The series representation is:
$$\log(\sin(x)) = -\log(2) – \sum_{n=1}^{\infty} \frac{\cos(2kx)}{k}$$
Best Answer
Ok, here I am. The goal is to compute the Fourier series of $g(x)=\log\sin x$ over $[0,\pi]$, or the Fourier series of $h(x)=\log\sin\frac{x}{2}$ over $[0,2\pi]$, or the Fourier series of $f(x)=\log\cos\frac{x}{2}$ over $[-\pi,\pi]$. Since $f(x)$ is an even function, we have to compute: $$ a_n = \frac{1}{\pi}\int_{-\pi}^{+\pi}\cos(nx)\log\cos\frac{x}{2}\,dx = \frac{2}{\pi}\int_{0}^{\pi}\cos(nx)\log\cos\frac{x}{2}\,dx$$ for any $n\geq 1$ to be able to state: $$ f(x) = \frac{1}{2\pi}\int_{-\pi}^{\pi}f(x)\,dx + \sum_{n\geq 1}a_n\cos(nx)=\frac{a_0}{2}+\sum_{n\geq 1}a_n\cos(nx).$$ for any $x\in(-\pi,\pi)$. Integration by parts gives: $$ a_n = \frac{2}{\pi}\left(\frac{1}{n}\left.\sin(nx)\log\cos\frac{x}{2}\right|_{0}^{\pi}+\frac{1}{2n}\int_{0}^{\pi}\sin(nx)\tan\frac{x}{2}\,dx\right)$$ or just: $$ a_n = \frac{1}{\pi n}\int_{0}^{\pi}\frac{\sin(nx)\sin(x/2)}{\cos(x/2)}\,dx = \frac{2}{\pi n}\int_{0}^{\pi/2}\frac{\sin(2nx)\sin x}{\cos x}\,dx.$$ Since $\cos((2n+1)x)=2\cos x\cos(2nx)-\cos((2n-1)x)$, we have: $$ a_n = \frac{1}{\pi n}\int_{0}^{\pi/2}\sum_{k=1}^{n}\cos((2k-1)x)\,dx =\frac{(-1)^{n+1}}{n}.$$ This gives: $$\log\cos\frac{x}{2}=\frac{a_0}{2}+\sum_{n\geq 1}\frac{(-1)^{n+1}}{n}\cos(nx)$$ for any $x\in(-\pi,\pi)$. In order to find $a_0$, we can simply match $f(0)=0$ with the series on the right hand side.
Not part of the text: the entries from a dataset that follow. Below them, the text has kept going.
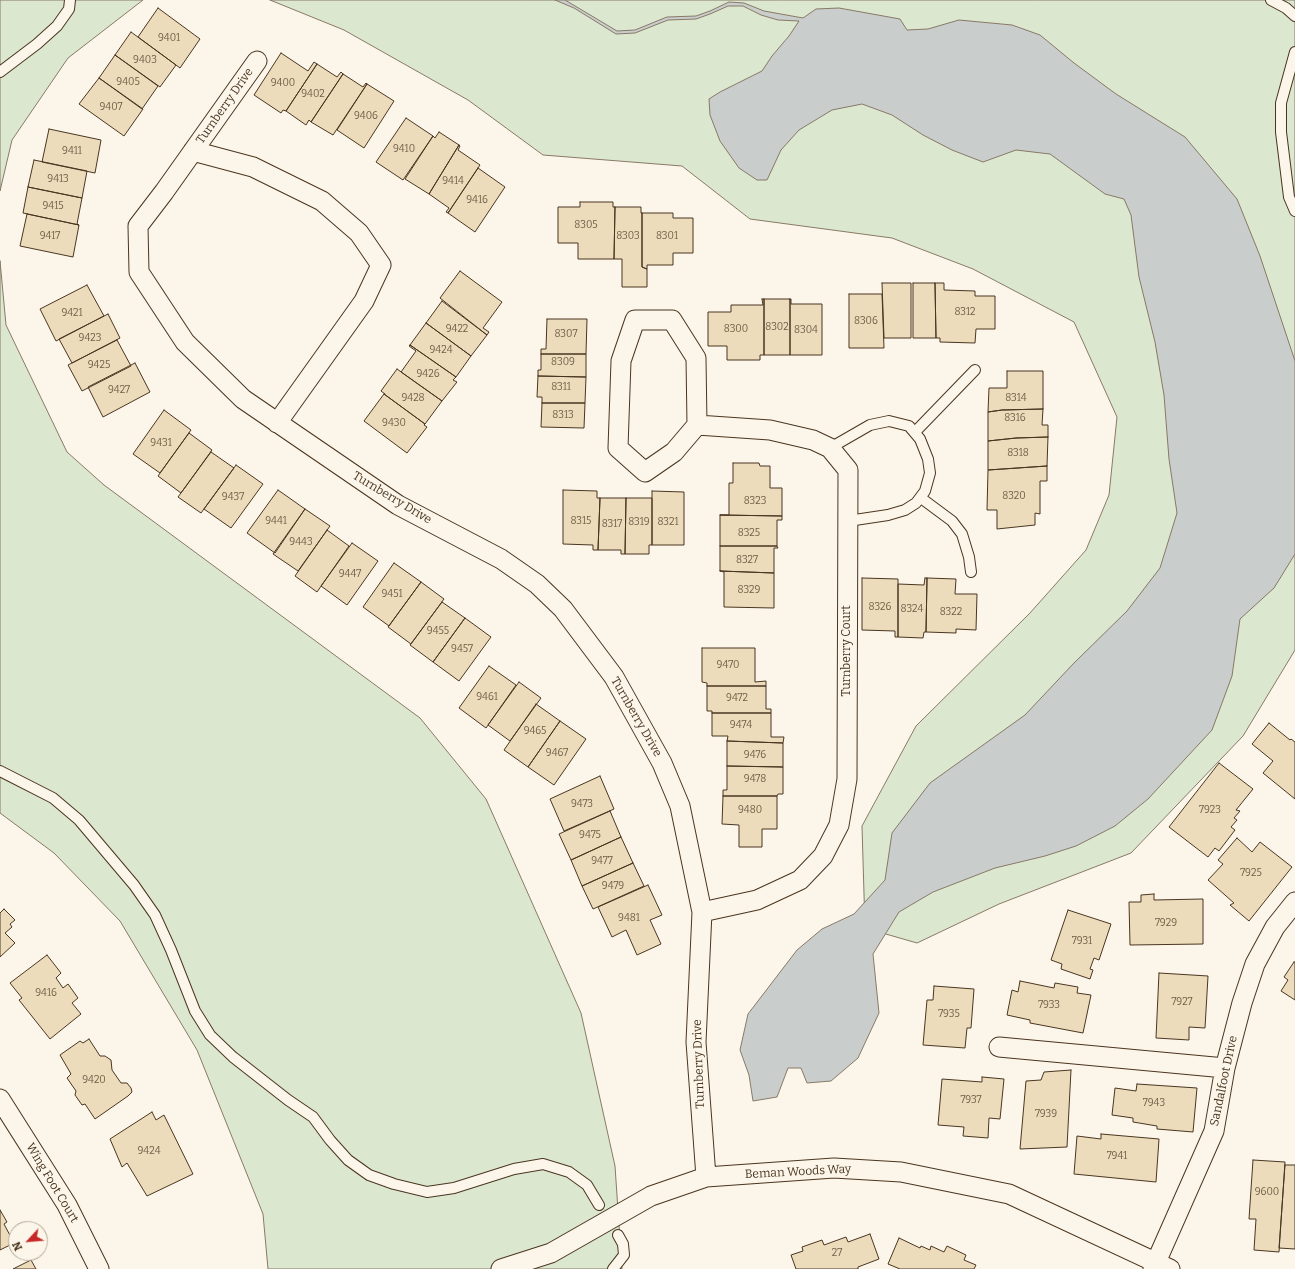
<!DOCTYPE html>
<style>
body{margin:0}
#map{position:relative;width:1295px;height:1269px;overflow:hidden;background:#fbf6e9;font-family:Bitter,serif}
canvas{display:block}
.north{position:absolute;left:8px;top:1221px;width:40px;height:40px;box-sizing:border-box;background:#fbf6e9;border:1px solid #b4a999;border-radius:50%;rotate:244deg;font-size:11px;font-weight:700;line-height:16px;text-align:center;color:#4a3520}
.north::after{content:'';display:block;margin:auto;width:14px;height:18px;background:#c62828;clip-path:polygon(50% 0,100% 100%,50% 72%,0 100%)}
</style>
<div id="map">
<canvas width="1295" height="1269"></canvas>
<div class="north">N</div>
</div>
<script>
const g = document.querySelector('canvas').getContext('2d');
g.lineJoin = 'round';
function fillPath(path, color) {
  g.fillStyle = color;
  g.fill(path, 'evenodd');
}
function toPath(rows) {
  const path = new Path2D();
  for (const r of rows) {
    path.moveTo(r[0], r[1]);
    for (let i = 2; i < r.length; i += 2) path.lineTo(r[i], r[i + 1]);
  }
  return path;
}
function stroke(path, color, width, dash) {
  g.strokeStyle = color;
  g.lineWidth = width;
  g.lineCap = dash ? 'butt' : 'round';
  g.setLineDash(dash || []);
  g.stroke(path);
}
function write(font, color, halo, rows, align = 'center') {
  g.font = font + ' Bitter,serif';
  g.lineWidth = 3;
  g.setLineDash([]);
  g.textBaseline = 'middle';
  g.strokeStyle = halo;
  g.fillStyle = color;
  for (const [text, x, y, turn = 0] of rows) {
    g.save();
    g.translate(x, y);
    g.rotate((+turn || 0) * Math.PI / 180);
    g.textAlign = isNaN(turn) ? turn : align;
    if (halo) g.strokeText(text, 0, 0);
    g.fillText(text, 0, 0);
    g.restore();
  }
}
const green = toPath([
 [0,0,143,0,68,58,12,140,0,191,0,0],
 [270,0,1295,0,1295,650,1243,736,1131,853,999,904,917,943,865,928,862,826,916,726,1030,613,1086,550,1109,495,1117,417,1074,322,973,269,892,238,750,219,682,166,543,155,468,100,344,30,270,0],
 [0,261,6,325,67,452,104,485,420,718,486,799,581,1013,615,1166,622,1269,268,1269,263,1214,197,1050,120,921,54,853,0,813,0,261]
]);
fillPath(green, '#dce7d0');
stroke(green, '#887966', 1);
const water = toPath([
 [555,0,565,0,617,31,635,30,667,17,696,16,710,11,729,2,744,3,764,11,803,18,816,9,839,8,900,19,907,30,928,29,959,20,1012,25,1040,35,1074,63,1116,94,1185,137,1237,199,1260,256,1295,361,1295,554,1274,588,1240,619,1232,676,1212,730,1148,799,1115,826,1076,846,1045,856,995,868,933,892,899,912,873,954,879,1013,858,1058,831,1081,807,1083,801,1068,788,1068,777,1097,753,1101,749,1075,740,1050,748,1014,797,950,822,929,854,914,885,880,892,833,930,783,1025,715,1074,663,1127,611,1160,568,1177,513,1169,459,1164,395,1155,342,1139,277,1131,215,1124,199,1105,194,1050,154,1016,150,983,162,952,150,923,135,892,115,862,104,832,110,799,130,781,150,767,180,757,180,739,168,720,141,710,115,709,99,720,92,762,71,772,56,789,36,799,21,778,20,761,15,743,6,728,6,710,14,696,19,668,20,635,33,616,34,574,8,555,0]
]);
fillPath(water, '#c9cecd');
stroke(water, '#887966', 1);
const building = toPath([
 [158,8,200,39,180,68,138,37,158,8],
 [131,32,176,65,160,87,115,55,131,32],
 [281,53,308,71,314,62,317,64,286,111,283,110,281,113,254,95,281,53],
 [115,55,158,86,142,109,99,78,115,55],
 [317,64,337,77,341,72,343,74,311,122,309,120,306,125,286,111,317,64],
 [343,74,363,87,366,83,367,84,333,135,311,122,343,74],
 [99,78,143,109,124,136,79,104,99,78],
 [367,84,394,101,364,148,337,130,367,84],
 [406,118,433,136,403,180,376,162,406,118],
 [49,129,101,140,95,173,42,162,49,129],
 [439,132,459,145,429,194,405,179,433,136,435,138,439,132],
 [459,145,460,146,458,150,480,165,448,213,446,212,449,208,429,194,459,145],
 [34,160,87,171,82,198,28,187,34,160],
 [478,168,505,187,475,232,448,213,478,168],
 [28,187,82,198,77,224,79,225,23,213,28,187],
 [580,202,613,202,613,207,615,207,614,259,578,259,578,243,558,243,558,207,580,207,580,202],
 [615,207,641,207,641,213,642,213,642,267,647,269,647,287,622,287,622,259,614,259,615,207],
 [642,213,673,213,673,218,693,218,693,253,673,253,673,265,647,265,647,269,642,267,642,213],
 [27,214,79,225,73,257,20,246,27,214],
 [460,271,502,302,483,328,489,332,487,335,440,298,460,271],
 [882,283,911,283,911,338,884,338,882,283],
 [913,283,935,283,936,338,913,338,913,283],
 [935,283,944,283,944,290,975,291,975,296,995,296,995,329,976,329,975,343,940,342,940,338,936,338,935,283],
 [87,285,104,316,56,341,40,309,87,285],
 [849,294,882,294,884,348,849,348,849,294],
 [762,299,764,299,764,355,760,355,760,360,727,360,727,346,708,346,708,312,731,312,731,305,763,305,762,299],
 [764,299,790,299,790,355,764,355,764,299],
 [790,299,791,299,791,304,822,304,822,355,790,355,790,299],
 [442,301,487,335,471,356,426,323,442,301],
 [108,314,120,338,72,363,59,339,108,314],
 [547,319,587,319,586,354,541,354,541,349,546,349,547,319],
 [426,323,471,356,456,377,410,345,426,323],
 [117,340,131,366,82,391,68,365,117,340],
 [410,345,456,377,453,380,457,382,442,401,401,372,416,351,409,346,410,345],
 [541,354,586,354,586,377,538,376,538,370,541,370,541,354],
 [135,363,150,392,103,417,88,387,135,363],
 [397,369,442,401,425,424,384,394,385,394,381,391,397,369],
 [1007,371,1043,371,1043,409,1002,410,988,412,989,388,1007,388,1007,371],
 [538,376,586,377,585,403,542,403,542,397,537,397,538,376],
 [384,394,425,424,424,425,427,427,407,453,364,421,384,394],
 [542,403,585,403,584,428,541,427,542,403],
 [1043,409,1042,425,1048,425,1048,437,1016,438,988,441,988,412,1002,410,1043,409],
 [164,410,191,430,160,473,133,454,164,410],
 [189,433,212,450,181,493,158,476,189,433],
 [1048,437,1047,466,988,470,988,441,1016,438,1048,437],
 [211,452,234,468,201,513,178,497,211,452],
 [733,463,759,463,760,466,770,466,770,488,782,488,782,516,720,515,729,515,729,483,733,483,733,463],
 [236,465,263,484,231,528,204,509,236,465],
 [1047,466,1047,481,1040,481,1040,514,1035,513,1035,525,997,529,997,510,987,510,988,470,1047,466],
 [278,490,305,509,275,553,247,533,278,490],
 [563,490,597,491,597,498,600,498,598,550,593,550,593,545,563,544,563,490],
 [652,491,684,492,684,545,652,545,652,491],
 [600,498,626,498,625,554,621,554,621,550,598,550,600,498],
 [626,498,652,498,652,545,649,545,649,554,625,554,626,498],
 [305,509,330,526,298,571,273,554,305,509],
 [720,515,782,516,782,520,777,520,777,546,720,546,720,515],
 [327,530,349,546,317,592,295,576,327,530],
 [352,543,378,561,347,605,321,586,352,543],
 [720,546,777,546,778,548,774,548,774,573,720,571,720,546],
 [394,563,421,582,389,626,363,607,394,563],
 [720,571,774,573,774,608,724,607,724,572,720,571],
 [862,578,898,579,898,637,895,637,895,631,862,630,862,578],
 [925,578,927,578,926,632,924,632,923,638,898,637,898,584,924,585,925,578],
 [927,578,956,579,955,594,977,594,976,630,956,629,956,633,926,632,927,578],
 [421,582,444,599,411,644,388,627,421,582],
 [442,602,465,618,433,662,410,645,442,602],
 [465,618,491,637,459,681,433,662,465,618],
 [702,648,755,648,755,682,766,681,766,686,707,686,707,683,702,682,702,648],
 [489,666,516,685,486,728,459,708,489,666],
 [519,682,541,698,510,741,488,725,519,682],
 [707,686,766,686,766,709,771,709,771,713,712,713,712,711,707,711,707,686],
 [536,704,560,721,528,767,504,750,536,704],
 [712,713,771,713,771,737,784,737,783,743,727,741,728,736,712,736,712,713],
 [560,721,586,739,554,785,528,767,560,721],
 [1269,723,1290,740,1291,739,1295,742,1295,799,1263,773,1273,761,1252,744,1269,723],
 [727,741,783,743,783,767,727,766,727,741],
 [1219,763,1253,789,1236,810,1240,811,1234,818,1237,820,1231,827,1235,830,1219,851,1215,848,1208,857,1169,827,1219,763],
 [727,766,783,767,783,794,778,794,777,796,723,796,723,790,727,790,727,766],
 [600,776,614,809,564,831,550,799,600,776],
 [723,796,777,796,777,829,762,829,762,847,739,847,739,825,722,824,723,796],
 [610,811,621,837,571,860,559,834,610,811],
 [621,837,633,863,582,886,571,860,621,837],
 [1237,838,1252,852,1260,842,1292,867,1249,921,1230,905,1234,903,1208,880,1223,864,1218,860,1237,838],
 [633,863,644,886,593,909,582,886,633,863],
 [648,885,662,915,650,920,661,944,637,955,626,930,612,937,598,907,648,885],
 [1154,894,1154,900,1203,899,1203,944,1130,945,1129,902,1141,902,1141,895,1154,894],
 [4,909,15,920,10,924,12,927,5,933,15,943,0,957,0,913,4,909],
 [1068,910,1111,924,1099,960,1094,958,1090,969,1093,970,1090,979,1061,969,1062,964,1051,960,1068,910],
 [47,955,61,973,56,978,63,988,68,984,78,998,72,1003,81,1014,50,1039,19,1000,22,998,10,983,47,955],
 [1294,962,1295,962,1295,1000,1281,991,1288,980,1284,977,1294,962],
 [1159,973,1208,976,1205,1028,1189,1027,1189,1040,1156,1038,1159,973],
 [1020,981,1054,988,1055,983,1078,987,1077,993,1091,995,1083,1033,1030,1023,1030,1020,1007,1015,1012,990,1018,992,1020,981],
 [934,986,974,989,971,1028,967,1028,965,1048,923,1045,927,1000,933,1000,934,986],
 [89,1039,100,1056,105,1056,111,1060,112,1070,121,1083,127,1083,131,1088,132,1092,128,1096,95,1119,85,1104,82,1105,75,1095,76,1091,67,1078,71,1074,60,1055,80,1041,83,1043,89,1039],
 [1071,1070,1067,1147,1020,1149,1026,1081,1041,1080,1044,1072,1071,1070],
 [982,1077,1004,1079,1000,1119,989,1118,988,1138,963,1136,964,1127,938,1125,942,1079,982,1082,982,1077],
 [1137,1084,1197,1088,1193,1132,1157,1129,1157,1126,1133,1122,1133,1118,1112,1115,1115,1088,1136,1091,1137,1084],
 [152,1112,156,1120,164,1115,193,1174,147,1196,127,1163,122,1167,110,1139,152,1112],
 [1101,1134,1159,1139,1156,1182,1074,1174,1077,1136,1101,1139,1101,1134],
 [1253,1160,1285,1162,1279,1252,1254,1250,1256,1219,1249,1219,1253,1160],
 [1285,1165,1295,1165,1295,1249,1279,1248,1285,1165],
 [0,1210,7,1222,4,1224,14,1243,0,1250,0,1210],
 [870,1234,879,1259,858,1267,858,1269,796,1269,791,1255,803,1251,802,1247,822,1240,824,1245,846,1237,848,1242,870,1234],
 [899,1238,920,1248,921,1246,930,1250,931,1246,944,1252,947,1246,966,1255,964,1260,976,1265,974,1269,900,1269,888,1264,899,1238],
 [31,1260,36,1269,13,1269,31,1260]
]);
fillPath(building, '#ecdcbc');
stroke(building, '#4a3520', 1);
const service = toPath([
 [1271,0,1286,8,1295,16],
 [1295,52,1281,103,1281,132,1289,197,1295,211],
 [0,72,37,44,57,26,69,9,70,0],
 [915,432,975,370],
 [830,448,870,425,889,421,909,426,920,439,928,459,930,473,925,491,916,503,905,510,888,515,848,521],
 [921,498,952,521,962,534,969,557,971,572],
 [0,771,53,798,79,820,134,885,155,915,171,950,195,1011,210,1035,233,1057,288,1100,313,1117,330,1140,348,1160,369,1175,394,1184,427,1192,454,1188,514,1169,543,1164,569,1172,587,1185,599,1205],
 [613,1269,624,1255,623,1244,618,1235]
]);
const minor = toPath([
 [257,61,164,192,138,226,139,272,185,342,243,399,398,505,501,559,537,584,563,609,614,677,662,763,680,806,702,912,696,1042,706,1177],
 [193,151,253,167,322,201,359,233,381,265,364,301,277,423],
 [697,425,674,452,645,472,618,448,621,361,635,320,672,320,696,358,697,425,770,430,813,440,830,448,848,470,847,779,839,825,823,856,800,880,757,900,702,912],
 [999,1047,1225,1068],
 [0,1099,67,1205,99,1269],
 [501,1269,551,1253,651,1196,706,1177,834,1168,901,1172,1009,1194,1170,1269],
 [1153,1269,1214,1131,1225,1068,1242,1003,1255,964,1275,927,1295,902]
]);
stroke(service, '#4a3520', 12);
stroke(minor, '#4a3520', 21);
stroke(service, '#fbf6e9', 10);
stroke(minor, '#fbf6e9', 19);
write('10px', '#725f47', null, [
 ["9401",169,38],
 ["9403",145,60],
 ["9405",128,82],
 ["9400",283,83],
 ["9402",313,94],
 ["9407",111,107],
 ["9406",366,116],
 ["9410",404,149],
 ["9411",72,151],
 ["9413",58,179],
 ["9414",453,181],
 ["9416",477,200],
 ["9415",53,206],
 ["8305",586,225],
 ["9417",50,236],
 ["8303",628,236],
 ["8301",667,236],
 ["8312",965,312],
 ["9421",72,313],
 ["8306",866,321],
 ["8302",777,327],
 ["9422",457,329],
 ["8300",736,329],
 ["8304",806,330],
 ["8307",566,334],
 ["9423",90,338],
 ["9424",441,350],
 ["8309",563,362],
 ["9425",99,365],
 ["9426",428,374],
 ["8311",561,387],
 ["9427",119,390],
 ["9428",413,398],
 ["8314",1016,398],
 ["8313",563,415],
 ["8316",1015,418],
 ["9430",394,423],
 ["9431",161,443],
 ["8318",1018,453],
 ["8320",1014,496],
 ["9437",233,497],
 ["8323",755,501],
 ["9441",276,521],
 ["8315",581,521],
 ["8319",639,522],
 ["8321",668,522],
 ["8317",612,524],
 ["8325",749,533],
 ["9443",301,542],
 ["8327",747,560],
 ["9447",350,574],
 ["8329",749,590],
 ["9451",392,594],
 ["8326",880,607],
 ["8324",912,609],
 ["8322",951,612],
 ["9455",438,631],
 ["9457",462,649],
 ["9470",728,665],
 ["9461",487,697],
 ["9472",737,698],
 ["9474",741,725],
 ["9465",535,731],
 ["9467",557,753],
 ["9476",755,755],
 ["9478",755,779],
 ["9473",582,804],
 ["9480",750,810],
 ["7923",1210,810],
 ["9475",590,835],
 ["9477",602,861],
 ["7925",1251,873],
 ["9479",613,886],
 ["9481",629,918],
 ["7929",1166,923],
 ["7931",1082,941],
 ["9416",46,993],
 ["7927",1182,1002],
 ["7933",1049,1005],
 ["7935",949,1014],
 ["9420",94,1080],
 ["7937",971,1100],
 ["7943",1154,1103],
 ["7939",1046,1114],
 ["9424",149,1151],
 ["7941",1117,1156],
 ["9600",1267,1192],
 ["27",837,1253]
]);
write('12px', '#4a3520', '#fbf6e9', [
 ["Turnberry Drive",225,106,-55],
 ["Turnberry Drive",392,498,31],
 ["Turnberry Court",847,651,-90],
 ["Turnberry Drive",636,717,60],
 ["Turnberry Drive",699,1064,-92],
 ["Sandalfoot Drive",1224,1081,-78],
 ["Beman Woods Way",798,1172,-3],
 ["Wing Foot Court",52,1183,59]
]);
</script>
Since: $$\sum_{n\geq 1}\frac{(-1)^{n+1}}{n}=\int_{0}^{1}\frac{dx}{1+x}=\log 2,$$ we have: $$\log\cos\frac{x}{2}=-\log 2+\sum_{n\geq 1}\frac{(-1)^{n+1}}{n}\cos(nx)\qquad\forall x\in(-\pi,\pi),\tag{1}$$ and by translating the variable: $$\log\sin\frac{x}{2}=-\log 2-\sum_{n\geq 1}\frac{1}{n}\cos(nx)\qquad\forall x\in(0,2\pi),\tag{2}$$ $$\log\sin x = -\log 2-\sum_{n\geq 1}\frac{1}{n}\cos(2nx)\qquad\forall x\in(0,\pi),\tag{3}$$ as wanted.
A little addendum, since I think it is worth mentioning the following technique. Starting with a celebrated identity: $$\prod_{k=1}^{n-1}\sin\frac{\pi k}{n}=\frac{2n}{2^n}$$ and noticing that $\log\sin x$ is a Riemann integrable function over $(0,\pi)$, we have: $$\int_{0}^{\pi}\log\sin x\,dx = \lim_{n\to +\infty}\frac{\pi}{n}\sum_{k=1}^{n-1}\log\sin\frac{\pi k}{n}=\lim_{n\to +\infty}\frac{\pi}{n}\log\frac{2n}{2^n}=\color{red}{-\pi\log 2}.$$